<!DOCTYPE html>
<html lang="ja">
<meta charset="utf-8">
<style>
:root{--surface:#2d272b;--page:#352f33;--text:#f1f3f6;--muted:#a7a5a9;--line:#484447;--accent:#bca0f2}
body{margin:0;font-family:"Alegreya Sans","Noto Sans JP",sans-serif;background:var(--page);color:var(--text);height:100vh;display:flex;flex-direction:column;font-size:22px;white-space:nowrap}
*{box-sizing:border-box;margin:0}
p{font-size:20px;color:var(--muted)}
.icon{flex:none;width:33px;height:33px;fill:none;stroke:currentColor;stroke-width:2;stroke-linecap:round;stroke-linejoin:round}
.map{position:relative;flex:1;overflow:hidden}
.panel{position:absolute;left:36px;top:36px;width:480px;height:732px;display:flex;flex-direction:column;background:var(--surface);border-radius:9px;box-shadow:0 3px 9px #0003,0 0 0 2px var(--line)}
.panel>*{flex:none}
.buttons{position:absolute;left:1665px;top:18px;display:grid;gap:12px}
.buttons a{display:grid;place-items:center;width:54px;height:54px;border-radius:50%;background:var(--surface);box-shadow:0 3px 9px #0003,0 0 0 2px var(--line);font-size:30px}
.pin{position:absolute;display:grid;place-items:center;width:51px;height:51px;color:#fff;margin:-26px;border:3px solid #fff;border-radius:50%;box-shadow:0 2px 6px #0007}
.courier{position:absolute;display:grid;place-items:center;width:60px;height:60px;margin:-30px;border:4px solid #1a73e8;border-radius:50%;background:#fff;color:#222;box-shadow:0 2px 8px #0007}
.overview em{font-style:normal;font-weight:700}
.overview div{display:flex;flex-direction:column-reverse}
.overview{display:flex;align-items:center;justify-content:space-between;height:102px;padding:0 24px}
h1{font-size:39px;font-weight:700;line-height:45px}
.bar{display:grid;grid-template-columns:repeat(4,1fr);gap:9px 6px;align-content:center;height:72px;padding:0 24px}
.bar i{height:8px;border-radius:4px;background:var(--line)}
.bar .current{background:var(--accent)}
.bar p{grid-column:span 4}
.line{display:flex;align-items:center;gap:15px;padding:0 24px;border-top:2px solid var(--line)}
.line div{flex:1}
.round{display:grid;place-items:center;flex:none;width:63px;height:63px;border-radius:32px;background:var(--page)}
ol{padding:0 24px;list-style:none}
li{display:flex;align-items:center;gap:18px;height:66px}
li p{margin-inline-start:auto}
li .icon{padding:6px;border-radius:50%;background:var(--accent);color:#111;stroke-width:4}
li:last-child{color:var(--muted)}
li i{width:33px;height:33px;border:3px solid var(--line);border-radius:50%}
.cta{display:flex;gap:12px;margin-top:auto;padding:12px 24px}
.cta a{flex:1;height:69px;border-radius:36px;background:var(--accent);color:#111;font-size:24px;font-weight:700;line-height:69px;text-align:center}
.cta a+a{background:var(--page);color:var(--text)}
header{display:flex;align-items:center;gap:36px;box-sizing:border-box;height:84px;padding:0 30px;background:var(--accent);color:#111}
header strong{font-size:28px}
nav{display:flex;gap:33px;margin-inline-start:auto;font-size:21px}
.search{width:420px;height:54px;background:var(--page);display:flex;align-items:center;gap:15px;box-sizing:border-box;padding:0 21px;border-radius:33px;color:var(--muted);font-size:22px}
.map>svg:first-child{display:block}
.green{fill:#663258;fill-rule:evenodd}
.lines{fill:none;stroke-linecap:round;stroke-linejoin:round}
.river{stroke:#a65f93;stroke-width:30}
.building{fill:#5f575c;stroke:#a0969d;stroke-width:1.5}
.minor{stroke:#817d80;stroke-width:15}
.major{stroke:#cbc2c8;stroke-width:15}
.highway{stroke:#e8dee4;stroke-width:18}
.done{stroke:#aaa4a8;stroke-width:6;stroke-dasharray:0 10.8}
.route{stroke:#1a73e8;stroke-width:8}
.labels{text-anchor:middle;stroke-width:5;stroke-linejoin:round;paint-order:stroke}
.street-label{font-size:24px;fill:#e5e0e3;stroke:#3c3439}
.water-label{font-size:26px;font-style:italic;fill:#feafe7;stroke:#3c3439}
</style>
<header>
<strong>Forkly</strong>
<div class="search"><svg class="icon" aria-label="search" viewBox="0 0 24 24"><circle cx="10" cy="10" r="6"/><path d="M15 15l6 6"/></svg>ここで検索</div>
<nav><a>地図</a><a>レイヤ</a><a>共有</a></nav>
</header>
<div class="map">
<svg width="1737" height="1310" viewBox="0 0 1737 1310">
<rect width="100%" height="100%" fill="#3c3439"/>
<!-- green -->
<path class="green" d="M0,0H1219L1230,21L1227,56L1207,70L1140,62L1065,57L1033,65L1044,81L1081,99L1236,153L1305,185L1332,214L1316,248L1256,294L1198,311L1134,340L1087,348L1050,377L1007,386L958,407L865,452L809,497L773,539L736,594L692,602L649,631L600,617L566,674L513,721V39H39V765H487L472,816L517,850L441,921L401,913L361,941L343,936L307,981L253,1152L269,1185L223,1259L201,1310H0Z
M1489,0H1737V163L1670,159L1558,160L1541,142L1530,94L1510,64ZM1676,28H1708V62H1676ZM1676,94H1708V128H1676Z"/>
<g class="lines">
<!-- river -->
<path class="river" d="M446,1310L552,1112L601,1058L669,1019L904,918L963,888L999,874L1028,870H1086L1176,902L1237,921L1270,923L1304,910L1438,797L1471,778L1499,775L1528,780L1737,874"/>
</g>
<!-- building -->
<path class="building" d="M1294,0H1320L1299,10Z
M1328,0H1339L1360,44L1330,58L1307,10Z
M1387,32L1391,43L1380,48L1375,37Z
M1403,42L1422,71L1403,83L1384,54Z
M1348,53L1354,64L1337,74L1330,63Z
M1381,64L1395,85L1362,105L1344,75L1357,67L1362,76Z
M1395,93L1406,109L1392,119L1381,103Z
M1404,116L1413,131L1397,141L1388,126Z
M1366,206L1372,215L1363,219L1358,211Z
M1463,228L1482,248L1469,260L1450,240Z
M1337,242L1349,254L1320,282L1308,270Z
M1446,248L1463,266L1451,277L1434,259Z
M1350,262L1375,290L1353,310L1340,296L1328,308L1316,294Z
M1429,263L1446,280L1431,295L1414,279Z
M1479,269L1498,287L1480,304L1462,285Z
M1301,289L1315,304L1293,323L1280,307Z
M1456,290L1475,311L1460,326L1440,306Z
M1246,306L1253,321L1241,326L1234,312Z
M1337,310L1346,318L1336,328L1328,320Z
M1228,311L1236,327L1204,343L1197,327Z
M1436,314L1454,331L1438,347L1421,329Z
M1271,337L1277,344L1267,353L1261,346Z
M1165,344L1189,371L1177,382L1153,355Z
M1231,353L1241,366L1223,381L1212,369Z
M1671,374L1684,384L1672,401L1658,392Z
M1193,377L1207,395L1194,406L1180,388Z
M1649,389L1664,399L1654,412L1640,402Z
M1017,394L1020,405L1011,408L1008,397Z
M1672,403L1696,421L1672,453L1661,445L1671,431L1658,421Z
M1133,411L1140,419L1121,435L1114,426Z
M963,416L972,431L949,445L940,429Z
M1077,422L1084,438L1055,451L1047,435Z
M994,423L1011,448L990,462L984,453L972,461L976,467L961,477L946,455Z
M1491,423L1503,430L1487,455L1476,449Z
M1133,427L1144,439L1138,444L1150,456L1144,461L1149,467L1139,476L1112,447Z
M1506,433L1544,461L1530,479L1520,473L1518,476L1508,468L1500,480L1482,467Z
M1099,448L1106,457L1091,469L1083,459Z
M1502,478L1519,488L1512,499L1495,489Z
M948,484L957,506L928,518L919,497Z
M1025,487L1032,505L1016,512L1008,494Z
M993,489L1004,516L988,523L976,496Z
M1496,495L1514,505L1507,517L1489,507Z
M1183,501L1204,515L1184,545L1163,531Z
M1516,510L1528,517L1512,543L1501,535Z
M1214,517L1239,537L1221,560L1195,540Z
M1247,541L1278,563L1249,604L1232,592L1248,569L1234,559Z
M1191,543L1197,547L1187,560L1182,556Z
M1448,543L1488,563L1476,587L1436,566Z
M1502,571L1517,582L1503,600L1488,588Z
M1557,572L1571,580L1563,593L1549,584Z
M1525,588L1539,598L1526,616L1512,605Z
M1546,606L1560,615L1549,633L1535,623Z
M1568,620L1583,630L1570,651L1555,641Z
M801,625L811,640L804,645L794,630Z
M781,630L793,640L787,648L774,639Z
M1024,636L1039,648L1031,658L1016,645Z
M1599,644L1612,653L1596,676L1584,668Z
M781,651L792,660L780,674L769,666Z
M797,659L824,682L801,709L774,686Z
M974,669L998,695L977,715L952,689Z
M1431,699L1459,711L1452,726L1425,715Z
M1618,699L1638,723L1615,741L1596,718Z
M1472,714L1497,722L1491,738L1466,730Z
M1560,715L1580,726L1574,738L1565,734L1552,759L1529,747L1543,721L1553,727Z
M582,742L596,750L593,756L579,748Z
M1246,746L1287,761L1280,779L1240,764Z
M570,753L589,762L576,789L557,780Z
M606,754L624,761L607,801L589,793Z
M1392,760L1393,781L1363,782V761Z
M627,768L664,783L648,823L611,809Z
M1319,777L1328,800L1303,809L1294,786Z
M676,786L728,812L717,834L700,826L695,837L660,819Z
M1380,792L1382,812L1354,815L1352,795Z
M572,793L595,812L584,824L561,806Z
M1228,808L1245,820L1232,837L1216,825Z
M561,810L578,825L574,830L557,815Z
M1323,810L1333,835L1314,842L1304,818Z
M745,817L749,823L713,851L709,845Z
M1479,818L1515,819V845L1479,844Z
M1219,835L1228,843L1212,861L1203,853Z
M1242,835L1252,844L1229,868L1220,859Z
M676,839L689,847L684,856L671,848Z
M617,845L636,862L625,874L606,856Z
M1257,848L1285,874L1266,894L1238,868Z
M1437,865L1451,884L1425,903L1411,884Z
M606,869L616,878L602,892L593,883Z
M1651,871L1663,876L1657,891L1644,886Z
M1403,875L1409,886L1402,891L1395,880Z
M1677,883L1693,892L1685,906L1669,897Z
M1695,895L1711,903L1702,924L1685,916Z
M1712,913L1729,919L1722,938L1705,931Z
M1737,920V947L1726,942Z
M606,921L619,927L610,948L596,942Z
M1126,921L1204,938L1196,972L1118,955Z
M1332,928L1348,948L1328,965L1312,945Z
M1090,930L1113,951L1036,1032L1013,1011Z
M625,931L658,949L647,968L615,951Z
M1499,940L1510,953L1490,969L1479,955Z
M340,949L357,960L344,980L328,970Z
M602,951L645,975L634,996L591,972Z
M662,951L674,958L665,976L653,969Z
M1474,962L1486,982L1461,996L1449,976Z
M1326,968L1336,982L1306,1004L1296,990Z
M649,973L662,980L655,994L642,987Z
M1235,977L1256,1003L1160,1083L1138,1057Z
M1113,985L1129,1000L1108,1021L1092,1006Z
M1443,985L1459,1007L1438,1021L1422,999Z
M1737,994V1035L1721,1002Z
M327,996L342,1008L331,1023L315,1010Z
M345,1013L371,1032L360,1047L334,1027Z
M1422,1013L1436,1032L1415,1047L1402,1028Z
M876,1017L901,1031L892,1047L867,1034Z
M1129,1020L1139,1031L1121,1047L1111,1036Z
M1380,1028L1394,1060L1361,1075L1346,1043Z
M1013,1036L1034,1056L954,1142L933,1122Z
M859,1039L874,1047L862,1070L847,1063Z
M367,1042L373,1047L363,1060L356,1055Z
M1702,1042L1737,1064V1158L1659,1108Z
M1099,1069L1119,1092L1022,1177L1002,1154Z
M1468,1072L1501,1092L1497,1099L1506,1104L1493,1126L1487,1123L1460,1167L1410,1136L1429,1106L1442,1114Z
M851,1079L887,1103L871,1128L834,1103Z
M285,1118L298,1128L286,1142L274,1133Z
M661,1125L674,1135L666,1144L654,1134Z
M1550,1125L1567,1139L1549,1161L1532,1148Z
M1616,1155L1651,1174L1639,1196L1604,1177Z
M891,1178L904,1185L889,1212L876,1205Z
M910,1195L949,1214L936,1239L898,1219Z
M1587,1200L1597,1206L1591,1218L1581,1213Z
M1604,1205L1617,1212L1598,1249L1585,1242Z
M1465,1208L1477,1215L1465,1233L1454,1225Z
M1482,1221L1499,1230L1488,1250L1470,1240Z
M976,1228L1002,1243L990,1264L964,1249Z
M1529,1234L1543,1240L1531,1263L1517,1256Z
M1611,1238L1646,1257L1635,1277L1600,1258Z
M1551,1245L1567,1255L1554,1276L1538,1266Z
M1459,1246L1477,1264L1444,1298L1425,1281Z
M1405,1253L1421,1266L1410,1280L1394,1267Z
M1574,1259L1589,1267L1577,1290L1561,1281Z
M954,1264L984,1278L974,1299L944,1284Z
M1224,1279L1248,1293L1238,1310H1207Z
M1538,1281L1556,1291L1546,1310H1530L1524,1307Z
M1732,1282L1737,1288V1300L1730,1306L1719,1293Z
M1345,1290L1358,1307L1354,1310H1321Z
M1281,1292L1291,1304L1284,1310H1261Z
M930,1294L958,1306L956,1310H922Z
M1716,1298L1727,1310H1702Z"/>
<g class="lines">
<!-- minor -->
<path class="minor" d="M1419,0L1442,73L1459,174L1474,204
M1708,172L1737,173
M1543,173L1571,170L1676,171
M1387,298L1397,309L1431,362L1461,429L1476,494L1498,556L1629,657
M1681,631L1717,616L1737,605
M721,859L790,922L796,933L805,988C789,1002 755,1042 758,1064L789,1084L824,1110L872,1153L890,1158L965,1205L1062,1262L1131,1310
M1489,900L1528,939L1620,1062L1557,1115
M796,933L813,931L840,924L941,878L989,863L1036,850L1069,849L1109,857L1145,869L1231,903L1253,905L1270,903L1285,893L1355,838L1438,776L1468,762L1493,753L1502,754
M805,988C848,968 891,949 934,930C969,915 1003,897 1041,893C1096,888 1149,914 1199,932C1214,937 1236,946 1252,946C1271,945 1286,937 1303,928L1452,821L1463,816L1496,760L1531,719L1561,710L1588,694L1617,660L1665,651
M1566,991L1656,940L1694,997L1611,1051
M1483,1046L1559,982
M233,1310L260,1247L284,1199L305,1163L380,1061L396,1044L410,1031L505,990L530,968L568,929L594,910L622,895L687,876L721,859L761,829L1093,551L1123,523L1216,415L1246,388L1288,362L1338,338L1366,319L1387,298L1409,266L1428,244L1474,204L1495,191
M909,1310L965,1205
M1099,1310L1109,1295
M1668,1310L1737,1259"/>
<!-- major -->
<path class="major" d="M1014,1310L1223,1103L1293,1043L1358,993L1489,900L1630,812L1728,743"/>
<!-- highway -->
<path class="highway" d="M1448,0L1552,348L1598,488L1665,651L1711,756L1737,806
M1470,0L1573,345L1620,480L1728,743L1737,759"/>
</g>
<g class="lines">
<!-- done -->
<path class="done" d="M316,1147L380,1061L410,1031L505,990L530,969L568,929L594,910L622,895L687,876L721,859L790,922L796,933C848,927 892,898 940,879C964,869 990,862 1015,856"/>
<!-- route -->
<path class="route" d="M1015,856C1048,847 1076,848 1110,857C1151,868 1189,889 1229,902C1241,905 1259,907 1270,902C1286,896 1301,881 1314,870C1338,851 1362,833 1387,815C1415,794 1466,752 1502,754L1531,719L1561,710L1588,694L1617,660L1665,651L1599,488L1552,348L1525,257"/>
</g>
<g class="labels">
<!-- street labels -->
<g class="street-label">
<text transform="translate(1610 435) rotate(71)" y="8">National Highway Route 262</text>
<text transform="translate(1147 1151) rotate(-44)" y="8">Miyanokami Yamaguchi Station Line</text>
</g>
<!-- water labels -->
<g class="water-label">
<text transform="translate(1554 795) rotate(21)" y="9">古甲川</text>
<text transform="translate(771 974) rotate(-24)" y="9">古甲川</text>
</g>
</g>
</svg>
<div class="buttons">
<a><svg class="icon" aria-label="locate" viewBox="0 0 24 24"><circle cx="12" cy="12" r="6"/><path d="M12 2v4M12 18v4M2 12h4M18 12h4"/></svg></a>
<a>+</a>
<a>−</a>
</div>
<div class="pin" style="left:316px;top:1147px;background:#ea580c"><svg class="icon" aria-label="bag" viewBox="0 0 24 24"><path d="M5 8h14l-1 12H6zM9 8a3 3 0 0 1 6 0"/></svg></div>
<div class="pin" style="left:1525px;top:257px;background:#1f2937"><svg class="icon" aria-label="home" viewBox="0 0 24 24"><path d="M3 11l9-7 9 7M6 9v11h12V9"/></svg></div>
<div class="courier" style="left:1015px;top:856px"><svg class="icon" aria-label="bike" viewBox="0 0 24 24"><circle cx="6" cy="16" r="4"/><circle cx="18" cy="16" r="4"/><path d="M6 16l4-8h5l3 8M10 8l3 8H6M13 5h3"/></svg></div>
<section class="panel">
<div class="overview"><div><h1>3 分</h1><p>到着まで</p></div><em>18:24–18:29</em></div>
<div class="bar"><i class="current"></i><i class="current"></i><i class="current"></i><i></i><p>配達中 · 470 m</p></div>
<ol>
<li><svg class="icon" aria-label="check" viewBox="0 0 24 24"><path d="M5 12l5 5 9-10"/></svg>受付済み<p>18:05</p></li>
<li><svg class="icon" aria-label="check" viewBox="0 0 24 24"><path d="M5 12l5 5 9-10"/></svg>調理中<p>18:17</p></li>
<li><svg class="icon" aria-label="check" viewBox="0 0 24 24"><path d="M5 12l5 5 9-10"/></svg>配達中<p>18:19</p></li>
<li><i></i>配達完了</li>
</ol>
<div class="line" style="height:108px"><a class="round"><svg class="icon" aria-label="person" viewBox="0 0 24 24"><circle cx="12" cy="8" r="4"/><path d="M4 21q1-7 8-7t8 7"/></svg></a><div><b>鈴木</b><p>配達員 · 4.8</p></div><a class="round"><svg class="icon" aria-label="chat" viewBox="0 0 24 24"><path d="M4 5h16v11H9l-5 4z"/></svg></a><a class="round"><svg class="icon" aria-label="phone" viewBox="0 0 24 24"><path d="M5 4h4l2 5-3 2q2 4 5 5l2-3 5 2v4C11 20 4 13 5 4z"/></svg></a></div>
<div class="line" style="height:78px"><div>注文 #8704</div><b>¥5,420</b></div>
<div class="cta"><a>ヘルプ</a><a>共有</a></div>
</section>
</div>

- - -

**WORK ORDER:**
Copy all lines from the material above that hold the word "linecap".

**WRITTEN ANSWER:**
.icon{flex:none;width:33px;height:33px;fill:none;stroke:currentColor;stroke-width:2;stroke-linecap:round;stroke-linejoin:round}
.lines{fill:none;stroke-linecap:round;stroke-linejoin:round}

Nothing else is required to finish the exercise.